Third party linux kernel modules are recompiled on kernel updates because the Linux kernel very intentionally only has an API, not an ABI for kernel modules. This has nothing to do with virtualization.
AppArmor and SELinux are not related to virtual machines. These implement security policies on your system to try to prevent compromise of the system by untrusted applications. On a default configured system, SELinux does almost nothing to constrain a logged in user, it is more concerned with constraining things like web servers and other similar externally triggered applications. Both SELinux and AppArmor are designed constrain system services from doing unexpected things, like for instance, your mysql database server scanning all the files on your system.

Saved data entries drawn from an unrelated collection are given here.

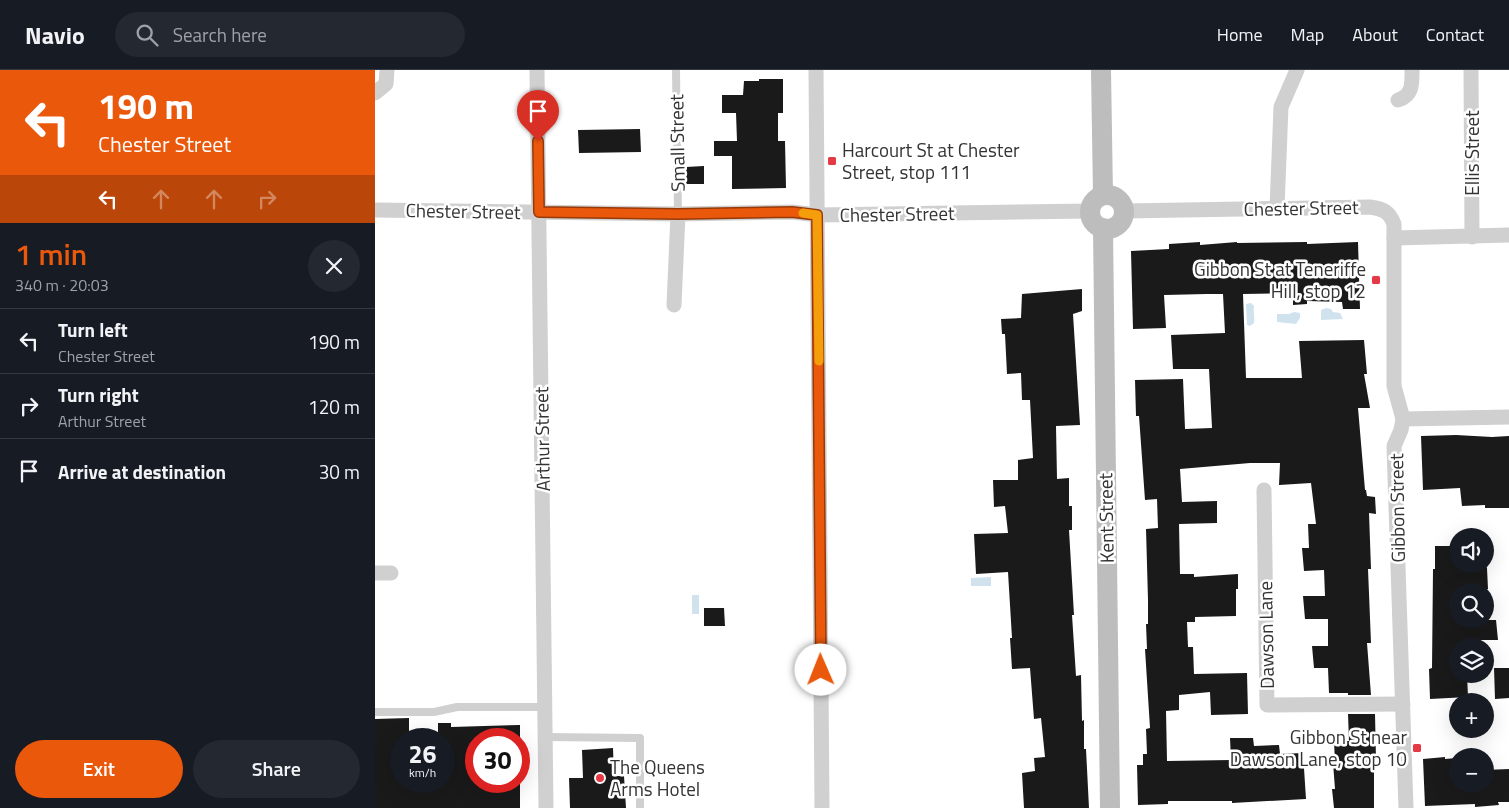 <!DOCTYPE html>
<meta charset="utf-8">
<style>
body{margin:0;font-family:"Titillium Web",sans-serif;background:#242831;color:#f1f3f6;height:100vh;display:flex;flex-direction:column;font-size:19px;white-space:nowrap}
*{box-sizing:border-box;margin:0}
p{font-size:16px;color:#9ea1a6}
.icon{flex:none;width:28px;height:28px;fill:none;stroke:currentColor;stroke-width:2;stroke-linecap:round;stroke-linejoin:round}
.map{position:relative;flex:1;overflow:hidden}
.drawer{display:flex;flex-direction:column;background:#171b24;width:375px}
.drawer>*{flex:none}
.banner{background:#ea580c;color:#fff;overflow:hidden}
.buttons{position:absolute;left:1074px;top:458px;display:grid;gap:10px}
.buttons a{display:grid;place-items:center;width:45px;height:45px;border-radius:50%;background:#171b24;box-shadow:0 5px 20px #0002;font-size:25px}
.speed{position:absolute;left:15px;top:658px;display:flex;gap:10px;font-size:25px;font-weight:700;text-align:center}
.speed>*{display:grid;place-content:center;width:65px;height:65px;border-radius:50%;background:#171b24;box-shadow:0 5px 20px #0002;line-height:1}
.speed small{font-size:12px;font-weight:400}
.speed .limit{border:8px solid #d22;background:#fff;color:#111}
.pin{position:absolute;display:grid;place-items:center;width:42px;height:42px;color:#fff;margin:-51px -21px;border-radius:50% 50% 50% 0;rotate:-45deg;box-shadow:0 0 5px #0007}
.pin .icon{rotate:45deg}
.me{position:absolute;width:55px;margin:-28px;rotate:359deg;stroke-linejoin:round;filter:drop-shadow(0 0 4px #0008)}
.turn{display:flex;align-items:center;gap:18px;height:105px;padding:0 15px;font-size:22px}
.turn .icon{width:65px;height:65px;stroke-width:2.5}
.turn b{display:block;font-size:35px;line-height:42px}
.lanes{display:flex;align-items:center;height:48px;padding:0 15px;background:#0003;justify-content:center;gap:25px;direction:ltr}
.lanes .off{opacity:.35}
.round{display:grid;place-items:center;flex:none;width:52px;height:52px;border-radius:26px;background:#242831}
.overview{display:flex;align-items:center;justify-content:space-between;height:85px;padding:0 15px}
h1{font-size:30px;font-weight:600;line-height:38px;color:#ea580c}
.cta{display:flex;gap:10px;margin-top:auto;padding:10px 15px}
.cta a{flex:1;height:58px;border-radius:30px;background:#ea580c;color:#fff;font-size:20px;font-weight:600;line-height:58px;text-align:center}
.cta a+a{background:#242831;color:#f1f3f6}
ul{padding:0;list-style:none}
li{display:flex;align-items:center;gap:15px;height:65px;padding:0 15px;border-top:1px solid #363941}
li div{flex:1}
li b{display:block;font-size:19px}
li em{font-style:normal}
header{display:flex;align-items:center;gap:30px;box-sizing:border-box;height:70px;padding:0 25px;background:#171b24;border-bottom:1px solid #363941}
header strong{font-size:24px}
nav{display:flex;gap:28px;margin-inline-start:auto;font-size:18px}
.search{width:350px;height:45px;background:#242831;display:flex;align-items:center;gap:12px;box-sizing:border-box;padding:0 18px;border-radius:28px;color:#9ea1a6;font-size:19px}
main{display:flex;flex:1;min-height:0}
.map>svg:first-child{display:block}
.water{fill:#cfe2ee}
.building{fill:#1a1a1a}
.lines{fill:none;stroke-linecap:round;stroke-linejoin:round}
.lane{stroke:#d0d0d0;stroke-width:8}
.street{stroke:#d0d0d0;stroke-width:15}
.secondary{stroke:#bdbdbd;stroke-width:20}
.route-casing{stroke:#983908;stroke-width:12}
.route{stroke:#ea580c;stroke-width:9}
.slow{stroke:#f59e0b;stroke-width:9}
.poi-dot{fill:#e63946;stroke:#fff;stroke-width:2}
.labels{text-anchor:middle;stroke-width:5;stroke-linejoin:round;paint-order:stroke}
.street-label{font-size:19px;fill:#333;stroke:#fff}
.poi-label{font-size:19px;fill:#333;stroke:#fff;text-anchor:start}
</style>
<header>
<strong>Navio</strong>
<div class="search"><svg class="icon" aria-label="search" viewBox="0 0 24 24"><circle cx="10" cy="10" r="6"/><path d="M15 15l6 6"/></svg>Search here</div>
<nav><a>Home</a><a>Map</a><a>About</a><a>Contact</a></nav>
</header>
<main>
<section class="drawer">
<div class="banner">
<div class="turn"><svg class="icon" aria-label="left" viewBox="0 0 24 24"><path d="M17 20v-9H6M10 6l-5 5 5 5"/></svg><div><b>190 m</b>Chester Street</div></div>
<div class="lanes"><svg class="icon" aria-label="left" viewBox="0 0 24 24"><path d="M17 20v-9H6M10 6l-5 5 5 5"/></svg><svg class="icon off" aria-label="ahead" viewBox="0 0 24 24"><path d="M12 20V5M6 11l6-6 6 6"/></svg><svg class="icon off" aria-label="ahead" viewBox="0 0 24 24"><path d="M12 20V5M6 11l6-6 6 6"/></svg><svg class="icon off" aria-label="right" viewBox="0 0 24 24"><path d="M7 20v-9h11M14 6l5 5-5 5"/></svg></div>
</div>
<div class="overview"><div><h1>1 min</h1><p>340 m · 20:03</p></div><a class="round"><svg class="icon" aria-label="close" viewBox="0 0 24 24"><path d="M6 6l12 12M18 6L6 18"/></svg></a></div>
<ul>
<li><svg class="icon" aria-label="left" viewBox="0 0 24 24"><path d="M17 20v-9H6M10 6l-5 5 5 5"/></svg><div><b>Turn left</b><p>Chester Street</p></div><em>190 m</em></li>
<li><svg class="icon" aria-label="right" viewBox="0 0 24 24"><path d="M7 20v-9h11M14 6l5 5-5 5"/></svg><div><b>Turn right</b><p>Arthur Street</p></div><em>120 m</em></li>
<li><svg class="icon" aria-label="arrive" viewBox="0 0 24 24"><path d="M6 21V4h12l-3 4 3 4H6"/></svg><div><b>Arrive at destination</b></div><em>30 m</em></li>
</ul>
<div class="cta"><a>Exit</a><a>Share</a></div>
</section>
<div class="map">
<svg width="1134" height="738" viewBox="0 0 1134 738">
<rect width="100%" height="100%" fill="#fff"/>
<g class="water">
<path d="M876,233L879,236C878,242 880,247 879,253L875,256L872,255L871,234Z"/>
<path d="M951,238L956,239L958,242L965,243L968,249L946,250V240Z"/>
<path d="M919,242L925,243V248L921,254L902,252V244H914Z"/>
<path d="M616,507V516H596V508Z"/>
<rect x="317" y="525" width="7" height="19"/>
</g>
<g class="building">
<path d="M384,9H408V43H403V71H410L411,118L357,119V86H339V71H362L361,43H347V25H368L369,11H384Z"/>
<path d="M265,59L266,82L204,83L203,60Z"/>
<path d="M329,96V114H311V97Z"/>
<path d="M825,172V175L862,172V173L932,172V174L983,172L985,239H968L967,232L932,231V234L918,235V223L868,224L871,308H927L924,271L989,270L992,304H989L995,338H983L990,420H991L992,426L1000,427L1001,444L994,443L996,499H993L996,573H992L996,625H973V623H954L953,598H939L937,576H953V549H930L928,526H950L949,500L929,501L927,478H934L933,454H941L936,413L904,415L905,393H875L805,399L807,432L842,431V453L804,454L805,504H819V507L863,504V519H861V546L820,547V552H812L813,577H818L819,604L872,603L873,644L836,645L835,622L804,625V640L791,641L792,691L856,690L855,668H878L879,676L904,675L905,684L928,683L931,729L857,733V731H793V734L763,735L762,695H768V684H772L771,659L775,658L770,579H772L771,554H773V530L771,459L783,458L782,429L770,430L764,346H761L760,310L808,309L810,359L837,358L834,299H798L796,265L850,263L848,224H832L789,225L791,258L758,259L756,181L794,179V174Z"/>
<path d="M707,219V241L698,244L705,355L681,356L682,409L694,408V436H697V460H694L699,545H697L701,606L706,605L707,651L709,650V679H711L714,738H649L647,703L660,701L659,688L670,687L666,648L659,649L655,598L637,599L635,568H637L633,502L601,504L599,464L633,463L630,436L619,437L618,410H643V390L658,388L655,330H647L646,303L632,304L630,264H627L626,249L646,248L647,224Z"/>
<path d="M1081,365L1117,367L1134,366V438H1110V435L1087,436L1085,418L1048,420L1046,366Z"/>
<path d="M1060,476H1082V494H1110L1112,498L1113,519H1082V550H1121L1123,570H1100V576H1082V604H1092L1093,627L1055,629L1054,599L1057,598L1058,499H1060Z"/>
<path d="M329,538H349L350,556H329Z"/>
<path d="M1119,598H1134V628L1120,629Z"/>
<path d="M973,644H1000L1001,690H999V738H959L957,719H960L958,693H960L959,671H974Z"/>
<path d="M34,648V669H26V711H69V669H63V653H76V657L145,655V669H101V711H145V738H0V649Z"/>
<path d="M238,678L239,706H249L251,738H195L194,708H208L207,680Z"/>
<path d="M1070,687V689L1082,688V714H1110V700L1134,699V732H1123L1124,735L1100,737V734L1050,736L1048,689Z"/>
</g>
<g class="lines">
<g class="lane">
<path d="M301,0L303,144"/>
<path d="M0,642H59L82,637H170"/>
<path d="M170,667L265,668V738"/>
</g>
<g class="street">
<path d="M162,0L171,738"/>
<path d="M441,0L447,738"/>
<path d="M1096,0L1097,167"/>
<path d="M0,23L11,14L12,0"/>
<path d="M1023,30C1038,25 1037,14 1037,0"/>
<path d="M902,138L906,37L922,0"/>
<path d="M0,140L303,144L417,142L443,145L715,141"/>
<path d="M749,141L995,137C1008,139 1014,141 1019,154V316L1028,349L1026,360L1019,376L1031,738"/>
<path d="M1019,168L1134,165"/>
<path d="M299,235L303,144"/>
<path d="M1028,349L1134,347"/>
<path d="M889,420L892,635L1028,634"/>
<path d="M0,503H16"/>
</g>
<g class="secondary">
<path d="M726,0L728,125"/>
<circle cx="732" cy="142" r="17"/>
<path d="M728,158L735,738"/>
</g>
</g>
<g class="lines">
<defs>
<path id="route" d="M163,71L164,142L303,144L417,142L442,145L446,600"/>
</defs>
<use href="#route" class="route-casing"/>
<use href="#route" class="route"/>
<path class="slow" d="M428,143L442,145L444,291"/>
</g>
<g class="poi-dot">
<rect x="452" y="86" width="10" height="10" rx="2.5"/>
<rect x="996" y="205" width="10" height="10" rx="2.5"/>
<rect x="1037" y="673" width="10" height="10" rx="2.5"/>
<circle cx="225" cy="708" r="5"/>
</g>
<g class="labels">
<g class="street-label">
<text transform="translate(302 73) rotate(-91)" y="7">Small Street</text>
<text transform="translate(1097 83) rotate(-90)" y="7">Ellis Street</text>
<text transform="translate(926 138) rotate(-1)" y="7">Chester Street</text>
<text transform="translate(88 141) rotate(1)" y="7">Chester Street</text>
<text transform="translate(522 144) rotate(-1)" y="7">Chester Street</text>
<text transform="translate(167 369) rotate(-91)" y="7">Arthur Street</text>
<text transform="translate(1022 438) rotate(-91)" y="7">Gibbon Street</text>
<text transform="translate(731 448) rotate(-91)" y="7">Kent Street</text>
<text transform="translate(891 565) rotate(-91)" y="7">Dawson Lane</text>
</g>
<g class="poi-label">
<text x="467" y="87">Harcourt St at Chester<tspan x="467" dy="22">Street, stop 111</tspan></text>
<text x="991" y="206" text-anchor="end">Gibbon St at Teneriffe<tspan x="991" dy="22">Hill, stop 12</tspan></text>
<text x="1032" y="674" text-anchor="end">Gibbon St near<tspan x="1032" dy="22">Dawson Lane, stop 10</tspan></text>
<text x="235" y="704">The Queens<tspan x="235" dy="22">Arms Hotel</tspan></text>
</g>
</g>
</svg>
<div class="buttons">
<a><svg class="icon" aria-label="sound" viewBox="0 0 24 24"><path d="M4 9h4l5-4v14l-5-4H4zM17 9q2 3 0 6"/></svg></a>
<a><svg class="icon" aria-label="search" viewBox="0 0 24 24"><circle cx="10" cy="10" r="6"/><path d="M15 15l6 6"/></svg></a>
<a><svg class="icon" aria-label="layers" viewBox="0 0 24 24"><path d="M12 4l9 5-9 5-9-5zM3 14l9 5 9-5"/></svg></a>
<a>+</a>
<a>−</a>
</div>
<div class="speed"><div>26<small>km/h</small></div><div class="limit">30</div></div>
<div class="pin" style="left:163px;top:71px;background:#d93025"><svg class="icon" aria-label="arrive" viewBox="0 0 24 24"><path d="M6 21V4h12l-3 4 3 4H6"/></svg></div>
<svg class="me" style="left:446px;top:600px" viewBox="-20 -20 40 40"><circle r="19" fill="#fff"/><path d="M0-13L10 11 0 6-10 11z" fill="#ea580c"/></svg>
</div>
</main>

A default ubuntu installation may have Samba, Kerberos, and possibly ssh preconfigured, but that doesn't mean they are used. In particular, it takes extra steps (like logging into the server with an enterprise account) to configure Kerberos to talk to an enterprise server. In Ubuntu, ssh client should be installed by default, but openssh-server is only installed if you checked that box in the installer; however if it is installed is enabled by default.
You have not mentioned anything in your question that would provide evidence that your system is running in a VM or that your USB media is compromised, so I can't address those.
Virtualization doesn't "happen" accidentally on new hardware, It's something you have to very intentionally install. It is more likely that an enterprise environment would prevent you from writing boot media at all than for it to interfere with it and modify it as it is being written. Setting up something to do that is just too much work and would not be done in any normal environment.
I have not seen any radical changes in the way bare metal hardware works in the post pandemic era. Linux has changed to support cloud without using it if it isn't there, but the hardware has not changed this way. Your question is full of paranoid rantings about cloud use and virtualization that are unrelated to linux and installing linux. I believe you are looking at boot diagnostic messages and inner linux workings with no understanding of what you see and are seeing phantoms of virtual machine use and cloud usage that just doesn't exist. You have provided no evidence, not even transcripts of such messages, just uneducated guesses and delusional opinions with little clue as to what triggered them. Given evidence of what leads you to believe these things, it could be explained what is actually happening.